Em alguns Estados americanos há pena de morte, em outros não. Em alguns, aos 18 anos jovens podem comprar bebidas destiladas, em outros apenas após os 21. O preconceito racial pouco mudou desde a luta e assassinato de Martin Luther King, Jr., até as recentes crises com morte a tiros e “riots”. Contrastes sociais resultam de preconceitos: lá, negros são mais negros e brancos mais brancos do que no Brasil. Onde, então, encontram-se nossos grandes contrastes?
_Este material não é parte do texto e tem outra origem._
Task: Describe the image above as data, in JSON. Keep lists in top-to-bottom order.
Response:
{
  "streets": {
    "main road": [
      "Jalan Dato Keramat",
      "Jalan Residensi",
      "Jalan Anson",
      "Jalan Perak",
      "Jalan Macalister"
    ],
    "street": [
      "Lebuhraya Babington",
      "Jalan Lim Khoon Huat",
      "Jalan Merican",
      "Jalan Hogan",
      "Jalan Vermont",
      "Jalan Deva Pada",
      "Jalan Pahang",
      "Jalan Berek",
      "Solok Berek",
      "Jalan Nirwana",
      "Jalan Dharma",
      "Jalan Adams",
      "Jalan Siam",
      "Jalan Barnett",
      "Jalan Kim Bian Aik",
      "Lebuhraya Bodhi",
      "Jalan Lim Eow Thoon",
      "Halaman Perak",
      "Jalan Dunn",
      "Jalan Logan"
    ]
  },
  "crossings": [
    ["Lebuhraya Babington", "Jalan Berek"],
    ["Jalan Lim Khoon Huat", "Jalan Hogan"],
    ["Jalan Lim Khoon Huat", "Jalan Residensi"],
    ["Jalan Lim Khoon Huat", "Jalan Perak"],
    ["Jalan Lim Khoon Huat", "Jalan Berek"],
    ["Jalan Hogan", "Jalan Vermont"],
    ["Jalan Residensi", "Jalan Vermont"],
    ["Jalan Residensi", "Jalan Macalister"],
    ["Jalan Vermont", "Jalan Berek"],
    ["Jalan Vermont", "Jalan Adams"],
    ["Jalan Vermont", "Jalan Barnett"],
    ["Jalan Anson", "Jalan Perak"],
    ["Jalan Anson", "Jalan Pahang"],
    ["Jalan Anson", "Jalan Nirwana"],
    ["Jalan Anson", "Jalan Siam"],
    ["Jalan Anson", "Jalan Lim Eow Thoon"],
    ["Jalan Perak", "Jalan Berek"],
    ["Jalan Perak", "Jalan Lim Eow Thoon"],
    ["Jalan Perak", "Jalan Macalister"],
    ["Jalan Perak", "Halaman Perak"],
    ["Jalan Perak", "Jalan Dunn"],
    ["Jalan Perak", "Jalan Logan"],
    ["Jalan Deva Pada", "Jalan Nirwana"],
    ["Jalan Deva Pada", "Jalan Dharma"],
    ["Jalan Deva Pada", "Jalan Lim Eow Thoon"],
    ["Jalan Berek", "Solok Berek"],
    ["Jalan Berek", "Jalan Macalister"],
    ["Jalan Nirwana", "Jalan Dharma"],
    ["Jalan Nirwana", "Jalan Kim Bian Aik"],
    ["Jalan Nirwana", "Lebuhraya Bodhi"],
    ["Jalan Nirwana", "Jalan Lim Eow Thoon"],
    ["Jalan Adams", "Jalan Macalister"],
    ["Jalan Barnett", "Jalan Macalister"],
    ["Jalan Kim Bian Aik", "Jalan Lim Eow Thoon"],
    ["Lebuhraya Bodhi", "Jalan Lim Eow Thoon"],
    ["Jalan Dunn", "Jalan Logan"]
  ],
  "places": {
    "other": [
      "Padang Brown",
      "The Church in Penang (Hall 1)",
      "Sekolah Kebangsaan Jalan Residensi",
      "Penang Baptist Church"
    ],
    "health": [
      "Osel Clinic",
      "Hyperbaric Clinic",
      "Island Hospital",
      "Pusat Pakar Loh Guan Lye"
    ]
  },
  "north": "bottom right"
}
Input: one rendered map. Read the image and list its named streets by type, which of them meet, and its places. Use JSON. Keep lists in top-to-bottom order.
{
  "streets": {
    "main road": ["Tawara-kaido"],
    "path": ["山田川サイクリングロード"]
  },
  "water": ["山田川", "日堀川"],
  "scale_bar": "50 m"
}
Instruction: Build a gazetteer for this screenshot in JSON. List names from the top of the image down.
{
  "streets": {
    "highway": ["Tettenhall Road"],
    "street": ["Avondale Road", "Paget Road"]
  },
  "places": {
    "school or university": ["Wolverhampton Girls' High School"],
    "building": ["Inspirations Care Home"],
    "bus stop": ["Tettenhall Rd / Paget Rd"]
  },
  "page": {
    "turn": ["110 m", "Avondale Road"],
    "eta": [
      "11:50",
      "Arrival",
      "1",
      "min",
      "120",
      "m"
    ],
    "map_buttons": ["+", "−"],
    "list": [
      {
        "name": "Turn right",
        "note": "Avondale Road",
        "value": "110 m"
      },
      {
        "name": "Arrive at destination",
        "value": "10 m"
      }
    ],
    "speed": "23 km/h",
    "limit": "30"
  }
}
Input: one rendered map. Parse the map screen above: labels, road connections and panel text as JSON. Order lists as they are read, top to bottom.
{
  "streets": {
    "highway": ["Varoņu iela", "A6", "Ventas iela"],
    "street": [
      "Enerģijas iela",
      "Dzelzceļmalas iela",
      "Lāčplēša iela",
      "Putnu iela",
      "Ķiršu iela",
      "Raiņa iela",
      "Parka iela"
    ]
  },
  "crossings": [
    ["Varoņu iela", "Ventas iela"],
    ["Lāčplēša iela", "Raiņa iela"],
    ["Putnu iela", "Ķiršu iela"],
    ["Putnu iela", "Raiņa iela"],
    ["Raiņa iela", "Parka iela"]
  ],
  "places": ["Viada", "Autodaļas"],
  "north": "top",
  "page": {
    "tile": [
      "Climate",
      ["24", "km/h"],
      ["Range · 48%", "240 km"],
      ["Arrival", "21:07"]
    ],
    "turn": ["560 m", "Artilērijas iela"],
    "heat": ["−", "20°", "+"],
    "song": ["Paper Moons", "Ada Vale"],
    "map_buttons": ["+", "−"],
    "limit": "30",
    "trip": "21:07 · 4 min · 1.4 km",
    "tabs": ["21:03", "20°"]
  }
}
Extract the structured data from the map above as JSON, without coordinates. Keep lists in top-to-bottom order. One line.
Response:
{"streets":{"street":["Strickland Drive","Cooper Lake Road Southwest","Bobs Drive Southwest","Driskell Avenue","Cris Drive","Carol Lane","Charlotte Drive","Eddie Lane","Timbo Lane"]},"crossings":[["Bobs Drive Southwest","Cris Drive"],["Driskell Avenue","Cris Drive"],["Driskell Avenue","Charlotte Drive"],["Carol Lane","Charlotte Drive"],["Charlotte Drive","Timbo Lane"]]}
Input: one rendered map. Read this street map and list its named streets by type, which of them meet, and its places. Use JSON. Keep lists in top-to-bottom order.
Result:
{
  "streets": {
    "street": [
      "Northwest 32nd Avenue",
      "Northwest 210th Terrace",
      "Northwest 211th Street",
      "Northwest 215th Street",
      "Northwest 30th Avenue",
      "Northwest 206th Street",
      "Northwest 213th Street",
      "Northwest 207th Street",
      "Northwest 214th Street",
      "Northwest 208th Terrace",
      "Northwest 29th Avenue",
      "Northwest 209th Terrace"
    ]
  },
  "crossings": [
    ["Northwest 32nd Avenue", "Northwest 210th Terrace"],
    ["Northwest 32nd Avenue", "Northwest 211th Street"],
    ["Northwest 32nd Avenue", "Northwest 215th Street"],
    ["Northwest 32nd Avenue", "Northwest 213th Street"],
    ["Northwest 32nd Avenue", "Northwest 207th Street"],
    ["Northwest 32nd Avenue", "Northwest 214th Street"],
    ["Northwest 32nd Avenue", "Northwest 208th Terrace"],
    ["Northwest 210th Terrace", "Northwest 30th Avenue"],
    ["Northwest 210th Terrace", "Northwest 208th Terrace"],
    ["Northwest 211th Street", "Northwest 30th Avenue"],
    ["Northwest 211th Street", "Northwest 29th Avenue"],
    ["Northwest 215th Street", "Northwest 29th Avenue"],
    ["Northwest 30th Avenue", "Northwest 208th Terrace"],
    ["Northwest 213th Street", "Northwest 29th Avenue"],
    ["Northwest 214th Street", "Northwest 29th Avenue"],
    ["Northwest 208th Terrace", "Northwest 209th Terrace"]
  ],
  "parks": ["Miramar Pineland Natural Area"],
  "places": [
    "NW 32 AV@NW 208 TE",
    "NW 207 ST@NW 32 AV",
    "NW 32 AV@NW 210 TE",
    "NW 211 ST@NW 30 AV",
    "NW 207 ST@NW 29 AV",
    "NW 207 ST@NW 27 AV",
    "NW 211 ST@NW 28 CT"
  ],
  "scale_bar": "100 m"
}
Não seriam, talvez, o abismo social entre a massa de deserdados e o pequenino topo da pirâmide, seleto grupo de donos de fortunas em paraísos fiscais, que pode comprar um dos 200 mil imóveis que brasileiros possuem em Miami? Há os que comem calango com farinha na mão e há os que degustam caviar com vinho Échézeaux de mais de mil dólares a garrafa. Sim, são nossos contrastes, concluo eu, já deixando o livro no passado. Ah, a escravidão no Brasil foi abolida! Foi? O filósofo francês Rousseau, lá longe, no século 18, escreveu, em “Do Contrato Social”: “O homem nasce livre, mas por todos os lados ele continua acorrentado”.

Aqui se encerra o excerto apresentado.